Available records:
----

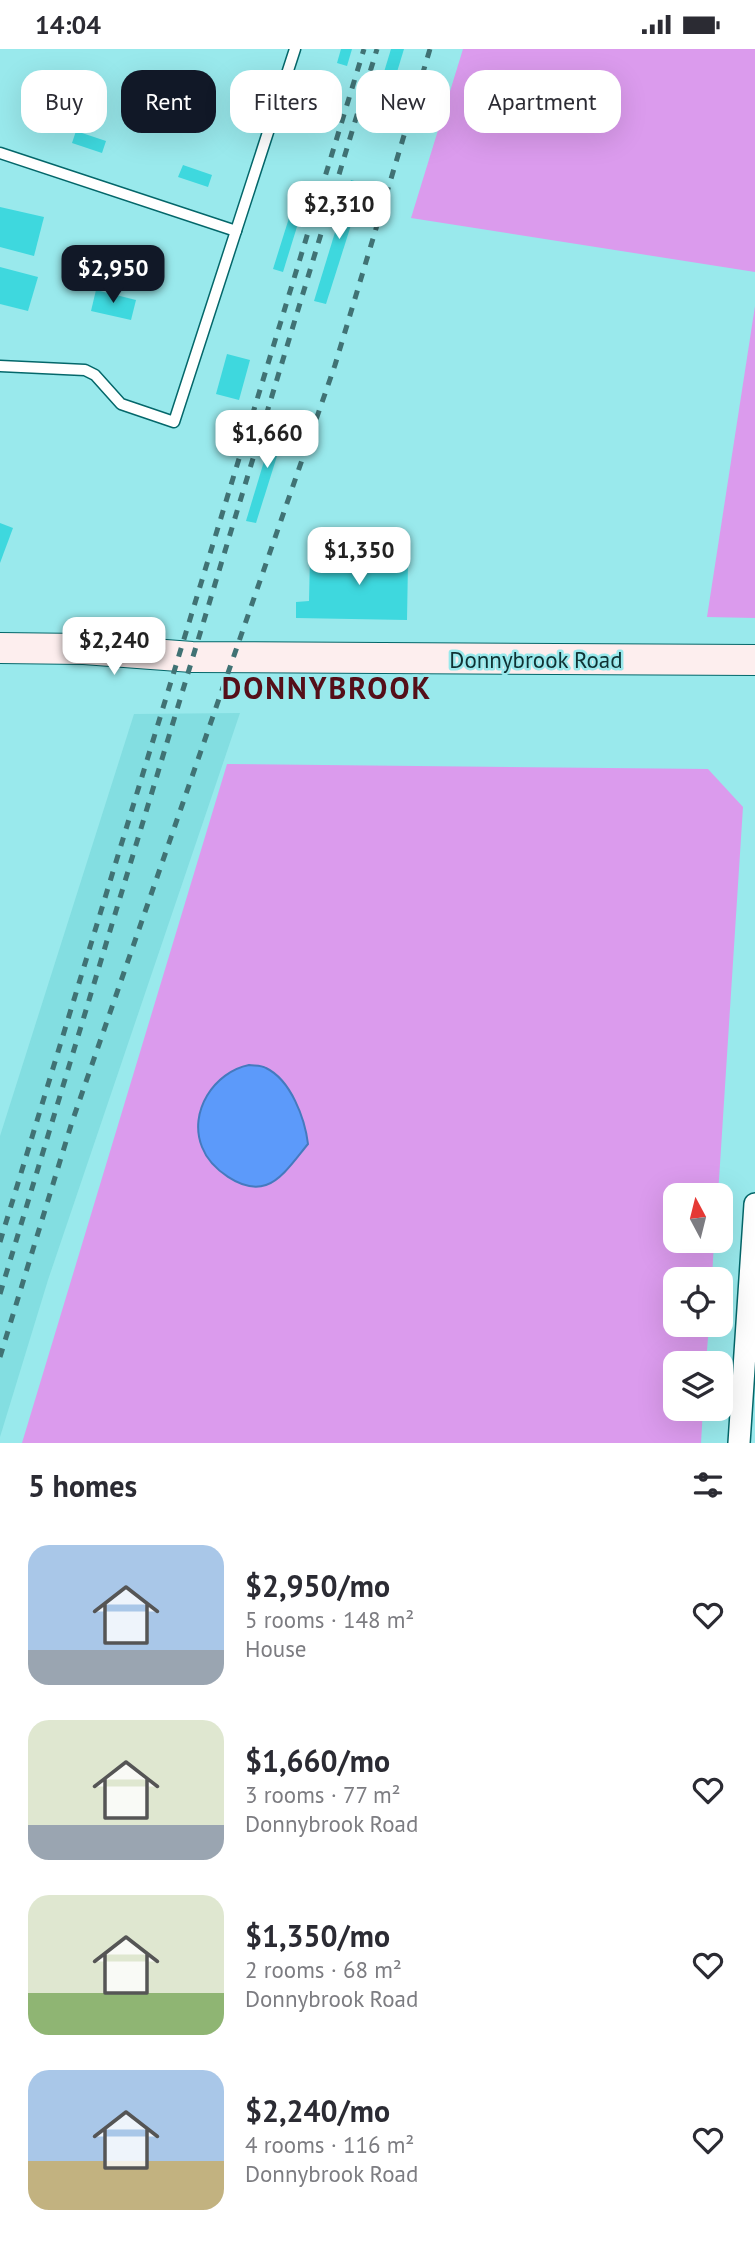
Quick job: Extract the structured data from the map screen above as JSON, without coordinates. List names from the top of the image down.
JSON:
{
  "streets": {
    "main road": ["Donnybrook Road"]
  },
  "districts": ["DONNYBROOK"],
  "north": "top",
  "page": {
    "status": "14:04",
    "chip": [
      "Buy",
      "Rent",
      "Filters",
      "New",
      "Apartment"
    ],
    "price": [
      "$2,310",
      "$2,950",
      "$1,660",
      "$1,350",
      "$2,240"
    ],
    "heading": "5 homes",
    "list": [
      {
        "name": "$2,950/mo",
        "note": "5 rooms · 148 m² · House"
      },
      {
        "name": "$1,660/mo",
        "note": "3 rooms · 77 m² · Donnybrook Road"
      },
      {
        "name": "$1,350/mo",
        "note": "2 rooms · 68 m² · Donnybrook Road"
      },
      {
        "name": "$2,240/mo",
        "note": "4 rooms · 116 m² · Donnybrook Road"
      }
    ]
  }
}
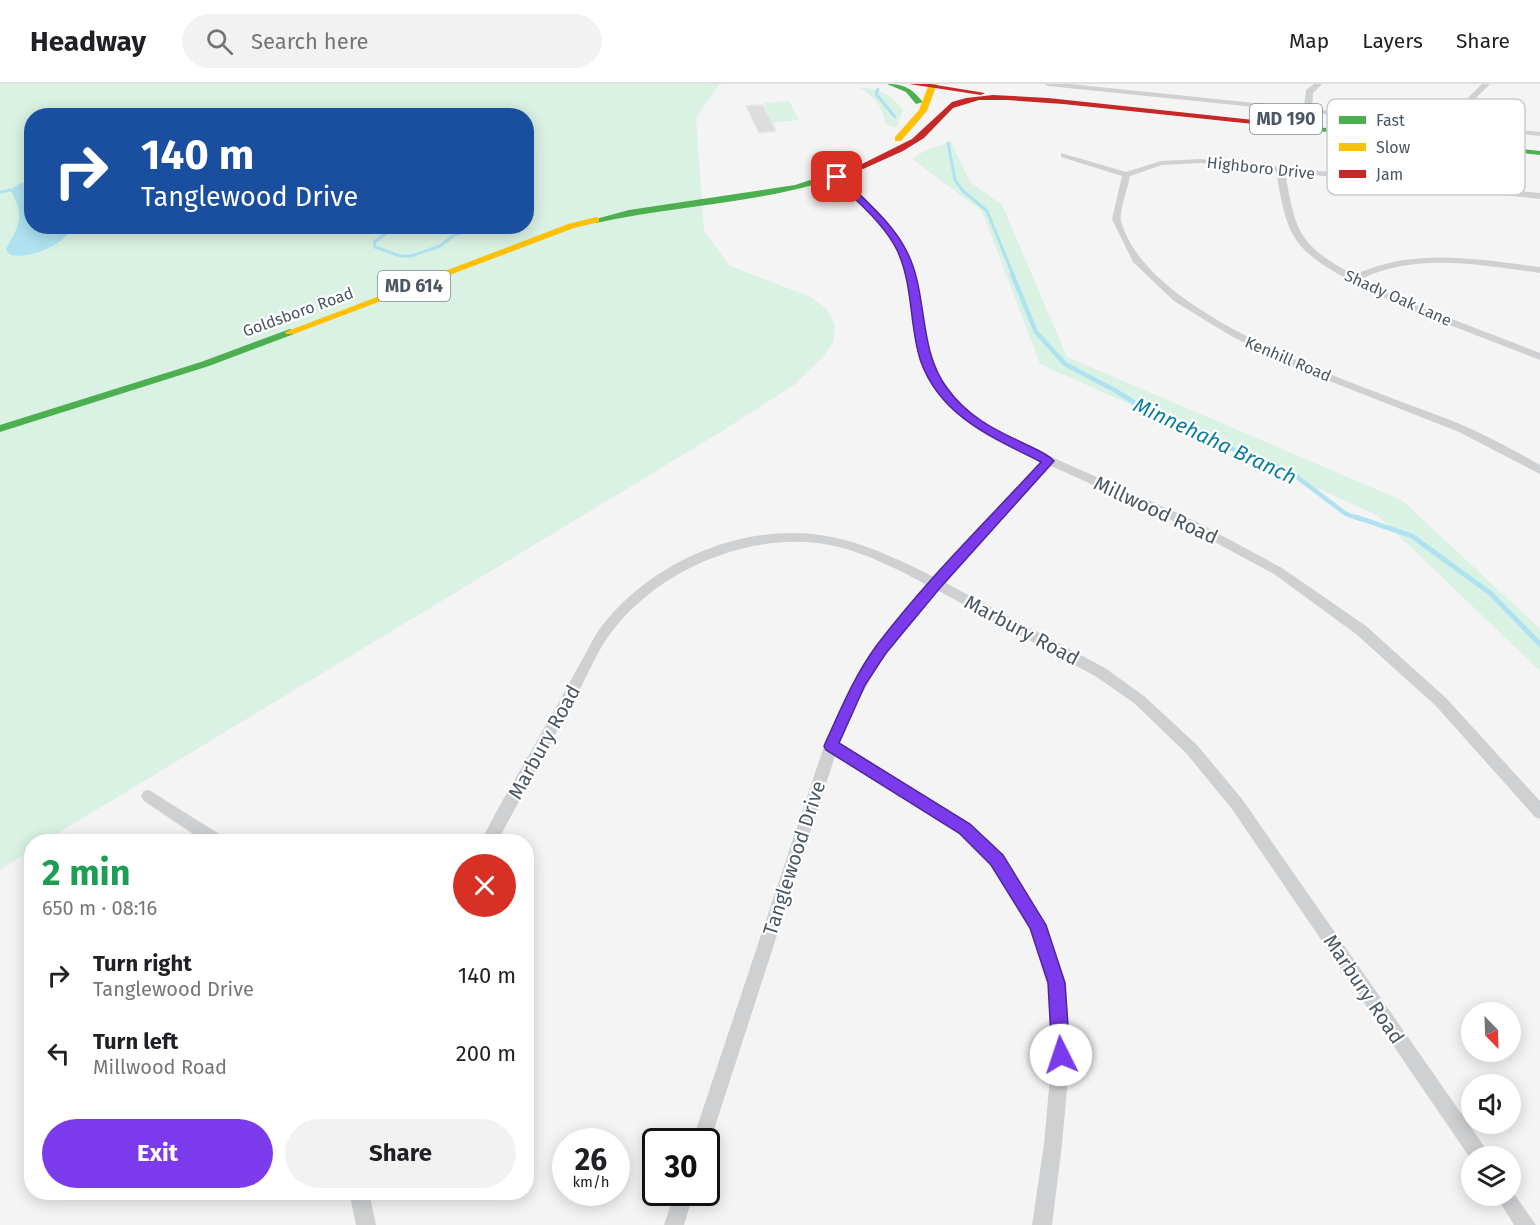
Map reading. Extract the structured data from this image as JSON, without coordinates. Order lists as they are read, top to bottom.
{
  "streets": {
    "main road": ["MD 190", "MD 614", "Goldsboro Road"],
    "street": [
      "Highboro Drive",
      "Shady Oak Lane",
      "Kenhill Road",
      "Millwood Road",
      "Marbury Road",
      "Tanglewood Drive"
    ]
  },
  "crossings": [
    ["MD 190", "Goldsboro Road"],
    ["Highboro Drive", "Shady Oak Lane"],
    ["Highboro Drive", "Kenhill Road"],
    ["Goldsboro Road", "Millwood Road"],
    ["Millwood Road", "Tanglewood Drive"],
    ["Marbury Road", "Tanglewood Drive"]
  ],
  "water": ["Minnehaha Branch"],
  "legend": ["Fast", "Slow", "Jam"],
  "north": "bottom right",
  "page": {
    "header": "Headway",
    "search": "Search here",
    "nav": ["Map", "Layers", "Share"],
    "turn": ["140 m", "Tanglewood Drive"],
    "heading": ["2 min", "650 m · 08:16"],
    "list": [
      {
        "name": "Turn right",
        "note": "Tanglewood Drive",
        "value": "140 m"
      },
      {
        "name": "Turn left",
        "note": "Millwood Road",
        "value": "200 m"
      }
    ],
    "buttons": ["Exit", "Share"],
    "speed": "26 km/h",
    "limit": "30"
  }
}
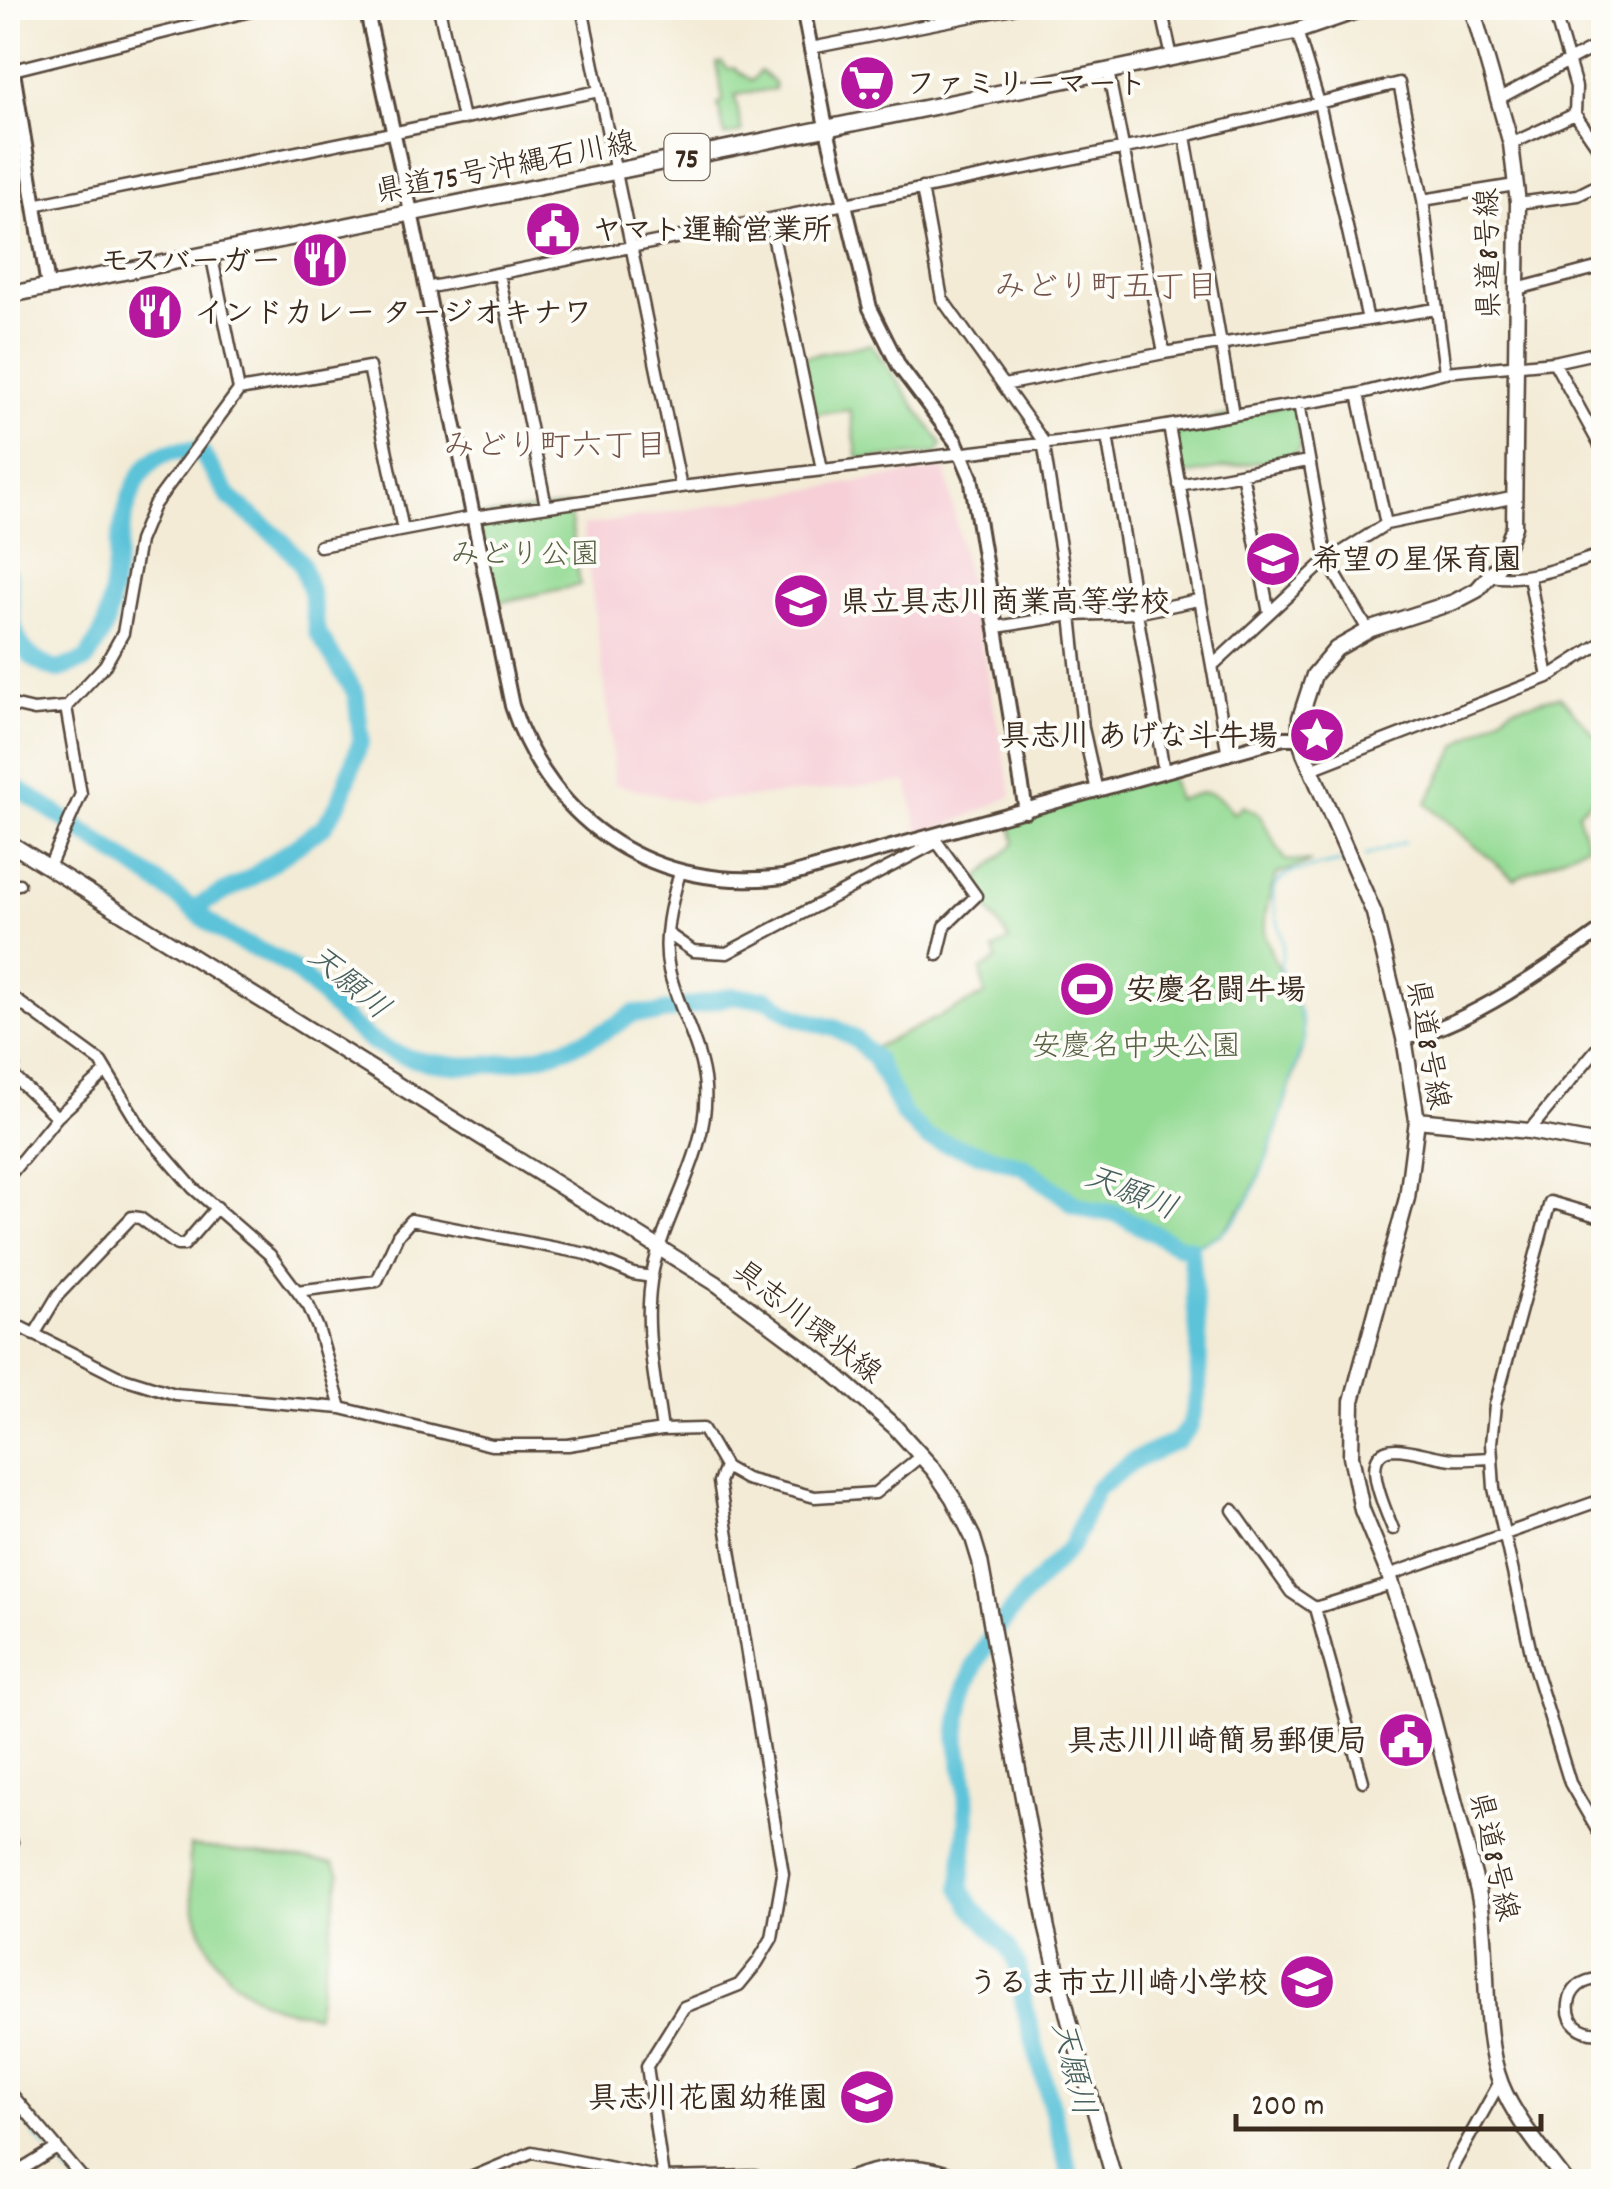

----

Required action:
Read the entries above, then pull out the lines that include "image".

Result:
Quick job: Extract the structured data from the map screen above as JSON, without coordinates. List names from the top of the image down.
Map reading. Extract the structured data from this image as JSON, without coordinates. Order lists as they are read, top to bottom.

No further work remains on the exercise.